**Information**

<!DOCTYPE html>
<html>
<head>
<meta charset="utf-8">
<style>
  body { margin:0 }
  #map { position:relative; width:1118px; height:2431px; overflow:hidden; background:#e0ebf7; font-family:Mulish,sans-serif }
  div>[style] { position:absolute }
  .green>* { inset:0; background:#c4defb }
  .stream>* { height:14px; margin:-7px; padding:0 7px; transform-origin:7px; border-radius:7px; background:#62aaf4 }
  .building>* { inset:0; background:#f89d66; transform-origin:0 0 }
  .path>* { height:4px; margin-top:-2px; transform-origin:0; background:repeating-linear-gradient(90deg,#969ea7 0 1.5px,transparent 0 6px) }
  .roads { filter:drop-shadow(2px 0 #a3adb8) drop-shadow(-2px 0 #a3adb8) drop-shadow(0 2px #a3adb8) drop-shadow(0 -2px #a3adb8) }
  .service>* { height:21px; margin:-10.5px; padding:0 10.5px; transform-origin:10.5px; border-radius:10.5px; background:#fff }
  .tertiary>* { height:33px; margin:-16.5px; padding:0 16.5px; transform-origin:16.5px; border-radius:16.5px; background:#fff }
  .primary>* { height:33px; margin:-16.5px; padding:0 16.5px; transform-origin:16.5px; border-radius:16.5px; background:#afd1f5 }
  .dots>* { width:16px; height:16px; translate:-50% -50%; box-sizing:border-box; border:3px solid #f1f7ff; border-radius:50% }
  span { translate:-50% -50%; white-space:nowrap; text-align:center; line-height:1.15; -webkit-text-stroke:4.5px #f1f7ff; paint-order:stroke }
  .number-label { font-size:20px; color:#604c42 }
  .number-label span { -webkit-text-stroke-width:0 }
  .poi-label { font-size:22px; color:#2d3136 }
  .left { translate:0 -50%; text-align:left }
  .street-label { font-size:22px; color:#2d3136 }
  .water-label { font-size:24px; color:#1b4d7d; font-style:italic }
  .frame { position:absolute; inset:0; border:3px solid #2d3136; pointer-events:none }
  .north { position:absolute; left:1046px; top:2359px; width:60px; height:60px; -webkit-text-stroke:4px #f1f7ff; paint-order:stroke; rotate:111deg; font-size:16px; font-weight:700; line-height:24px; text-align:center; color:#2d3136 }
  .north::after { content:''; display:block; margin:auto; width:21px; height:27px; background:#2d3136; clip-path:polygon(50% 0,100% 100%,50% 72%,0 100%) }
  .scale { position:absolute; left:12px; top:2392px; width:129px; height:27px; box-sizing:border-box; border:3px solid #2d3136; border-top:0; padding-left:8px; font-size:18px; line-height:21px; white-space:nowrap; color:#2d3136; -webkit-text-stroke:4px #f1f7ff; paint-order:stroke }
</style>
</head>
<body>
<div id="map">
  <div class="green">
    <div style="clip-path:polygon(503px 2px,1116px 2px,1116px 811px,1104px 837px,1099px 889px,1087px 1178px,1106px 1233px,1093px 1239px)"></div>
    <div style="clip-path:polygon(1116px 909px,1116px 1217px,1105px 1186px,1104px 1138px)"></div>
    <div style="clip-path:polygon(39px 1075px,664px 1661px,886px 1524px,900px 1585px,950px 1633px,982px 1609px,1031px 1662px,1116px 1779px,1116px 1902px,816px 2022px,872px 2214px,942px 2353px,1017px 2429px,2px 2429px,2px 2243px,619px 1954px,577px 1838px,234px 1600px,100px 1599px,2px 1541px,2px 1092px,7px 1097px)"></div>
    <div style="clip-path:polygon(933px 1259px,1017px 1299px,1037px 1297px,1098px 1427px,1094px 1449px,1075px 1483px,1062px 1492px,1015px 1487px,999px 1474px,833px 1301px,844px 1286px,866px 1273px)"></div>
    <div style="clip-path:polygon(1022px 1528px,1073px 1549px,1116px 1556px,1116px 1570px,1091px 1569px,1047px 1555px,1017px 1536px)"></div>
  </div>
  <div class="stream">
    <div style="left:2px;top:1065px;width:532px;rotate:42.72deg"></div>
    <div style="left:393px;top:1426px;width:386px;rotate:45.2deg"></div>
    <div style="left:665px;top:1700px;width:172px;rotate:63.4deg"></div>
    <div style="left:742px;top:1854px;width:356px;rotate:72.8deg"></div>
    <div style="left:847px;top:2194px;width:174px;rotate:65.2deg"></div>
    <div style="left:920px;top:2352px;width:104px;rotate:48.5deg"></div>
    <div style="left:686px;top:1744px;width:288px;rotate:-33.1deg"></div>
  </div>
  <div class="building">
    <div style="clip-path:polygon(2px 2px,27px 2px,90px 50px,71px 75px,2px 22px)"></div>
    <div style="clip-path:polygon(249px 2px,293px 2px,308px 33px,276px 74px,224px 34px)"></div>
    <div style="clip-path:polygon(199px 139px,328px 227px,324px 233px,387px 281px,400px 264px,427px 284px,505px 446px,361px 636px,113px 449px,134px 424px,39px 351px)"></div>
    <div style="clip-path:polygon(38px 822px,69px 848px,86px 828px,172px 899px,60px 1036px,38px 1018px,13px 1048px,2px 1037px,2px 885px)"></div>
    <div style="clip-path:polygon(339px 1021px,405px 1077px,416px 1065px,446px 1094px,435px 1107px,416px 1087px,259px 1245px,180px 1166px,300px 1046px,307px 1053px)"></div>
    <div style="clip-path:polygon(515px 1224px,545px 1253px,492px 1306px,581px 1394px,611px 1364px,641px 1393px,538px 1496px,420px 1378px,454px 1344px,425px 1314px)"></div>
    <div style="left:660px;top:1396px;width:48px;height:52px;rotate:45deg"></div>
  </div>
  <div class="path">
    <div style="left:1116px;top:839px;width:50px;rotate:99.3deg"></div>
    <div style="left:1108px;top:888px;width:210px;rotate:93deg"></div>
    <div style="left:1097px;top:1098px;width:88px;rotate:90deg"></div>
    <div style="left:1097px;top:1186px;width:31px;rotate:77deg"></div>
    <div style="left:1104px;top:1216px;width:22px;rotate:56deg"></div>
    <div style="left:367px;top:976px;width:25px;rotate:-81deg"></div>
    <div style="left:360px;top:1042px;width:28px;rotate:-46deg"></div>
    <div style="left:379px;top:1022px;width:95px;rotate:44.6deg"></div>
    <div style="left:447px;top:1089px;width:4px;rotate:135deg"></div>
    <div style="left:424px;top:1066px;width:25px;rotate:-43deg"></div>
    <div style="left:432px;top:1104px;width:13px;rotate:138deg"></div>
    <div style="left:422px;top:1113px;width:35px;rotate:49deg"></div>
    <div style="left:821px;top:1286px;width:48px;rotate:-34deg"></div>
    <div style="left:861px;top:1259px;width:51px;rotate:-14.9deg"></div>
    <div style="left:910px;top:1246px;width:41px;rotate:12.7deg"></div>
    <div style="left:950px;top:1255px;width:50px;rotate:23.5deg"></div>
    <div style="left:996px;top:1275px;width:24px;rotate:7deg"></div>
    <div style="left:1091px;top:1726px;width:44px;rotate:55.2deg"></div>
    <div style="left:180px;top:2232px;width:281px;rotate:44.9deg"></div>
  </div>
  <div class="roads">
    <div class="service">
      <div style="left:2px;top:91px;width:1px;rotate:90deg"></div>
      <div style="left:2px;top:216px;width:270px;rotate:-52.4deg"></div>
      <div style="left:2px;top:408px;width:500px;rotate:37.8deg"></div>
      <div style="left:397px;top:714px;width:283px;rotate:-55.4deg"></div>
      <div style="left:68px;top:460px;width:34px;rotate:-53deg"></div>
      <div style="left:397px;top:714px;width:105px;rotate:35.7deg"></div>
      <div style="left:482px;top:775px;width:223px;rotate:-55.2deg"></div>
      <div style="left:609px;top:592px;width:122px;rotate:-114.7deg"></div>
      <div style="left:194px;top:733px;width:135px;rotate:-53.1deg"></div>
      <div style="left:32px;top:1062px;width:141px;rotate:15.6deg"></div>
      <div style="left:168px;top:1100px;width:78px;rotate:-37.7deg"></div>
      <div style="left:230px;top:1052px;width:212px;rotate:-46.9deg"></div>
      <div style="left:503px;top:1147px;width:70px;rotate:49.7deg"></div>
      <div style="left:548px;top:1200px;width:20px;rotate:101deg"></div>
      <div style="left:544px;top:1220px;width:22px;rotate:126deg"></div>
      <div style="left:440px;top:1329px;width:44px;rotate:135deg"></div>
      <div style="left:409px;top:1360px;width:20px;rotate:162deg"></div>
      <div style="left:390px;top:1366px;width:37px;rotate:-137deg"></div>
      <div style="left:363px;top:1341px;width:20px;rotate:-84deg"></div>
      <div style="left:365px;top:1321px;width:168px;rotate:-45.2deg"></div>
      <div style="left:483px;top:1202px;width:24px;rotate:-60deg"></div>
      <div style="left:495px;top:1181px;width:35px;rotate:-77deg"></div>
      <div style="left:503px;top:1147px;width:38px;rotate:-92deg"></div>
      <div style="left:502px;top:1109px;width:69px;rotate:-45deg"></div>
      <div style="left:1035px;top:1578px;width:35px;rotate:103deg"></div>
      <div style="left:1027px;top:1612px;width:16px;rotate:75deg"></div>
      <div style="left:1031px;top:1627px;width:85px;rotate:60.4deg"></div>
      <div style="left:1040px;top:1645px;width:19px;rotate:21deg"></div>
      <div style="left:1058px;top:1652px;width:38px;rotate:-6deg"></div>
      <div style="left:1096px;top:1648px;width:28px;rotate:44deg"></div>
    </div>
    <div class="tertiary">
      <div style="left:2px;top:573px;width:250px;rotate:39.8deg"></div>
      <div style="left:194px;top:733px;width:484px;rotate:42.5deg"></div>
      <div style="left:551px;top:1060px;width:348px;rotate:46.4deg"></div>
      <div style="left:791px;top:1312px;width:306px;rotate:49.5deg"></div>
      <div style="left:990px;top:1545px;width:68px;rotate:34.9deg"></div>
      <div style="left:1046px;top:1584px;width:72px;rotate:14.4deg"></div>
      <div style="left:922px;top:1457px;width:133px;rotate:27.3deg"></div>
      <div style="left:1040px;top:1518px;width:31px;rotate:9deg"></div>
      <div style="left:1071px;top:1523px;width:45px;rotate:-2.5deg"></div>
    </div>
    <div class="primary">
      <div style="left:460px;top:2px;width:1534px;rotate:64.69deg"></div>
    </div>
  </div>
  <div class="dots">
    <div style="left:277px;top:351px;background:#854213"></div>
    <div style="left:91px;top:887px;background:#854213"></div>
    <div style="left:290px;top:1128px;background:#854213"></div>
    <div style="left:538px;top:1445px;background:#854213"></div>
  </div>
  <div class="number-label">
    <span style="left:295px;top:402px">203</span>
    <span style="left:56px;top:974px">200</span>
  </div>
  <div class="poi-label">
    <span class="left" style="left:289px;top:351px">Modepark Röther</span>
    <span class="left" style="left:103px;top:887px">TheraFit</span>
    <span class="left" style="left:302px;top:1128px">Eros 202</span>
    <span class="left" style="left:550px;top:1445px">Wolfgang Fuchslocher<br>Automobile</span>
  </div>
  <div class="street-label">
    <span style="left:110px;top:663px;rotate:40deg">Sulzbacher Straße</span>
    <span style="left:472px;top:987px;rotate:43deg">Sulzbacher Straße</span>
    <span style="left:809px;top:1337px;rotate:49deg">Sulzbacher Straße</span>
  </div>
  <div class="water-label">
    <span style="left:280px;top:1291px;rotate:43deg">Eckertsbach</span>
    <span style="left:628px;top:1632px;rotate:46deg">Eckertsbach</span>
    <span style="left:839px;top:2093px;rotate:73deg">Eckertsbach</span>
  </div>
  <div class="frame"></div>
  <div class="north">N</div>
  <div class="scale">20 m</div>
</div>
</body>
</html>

**Required action**
Where a line in the entries holds "roads", copy that line.

**Response to this task**
  .roads { filter:drop-shadow(2px 0 #a3adb8) drop-shadow(-2px 0 #a3adb8) drop-shadow(0 2px #a3adb8) drop-shadow(0 -2px #a3adb8) }
  <div class="roads">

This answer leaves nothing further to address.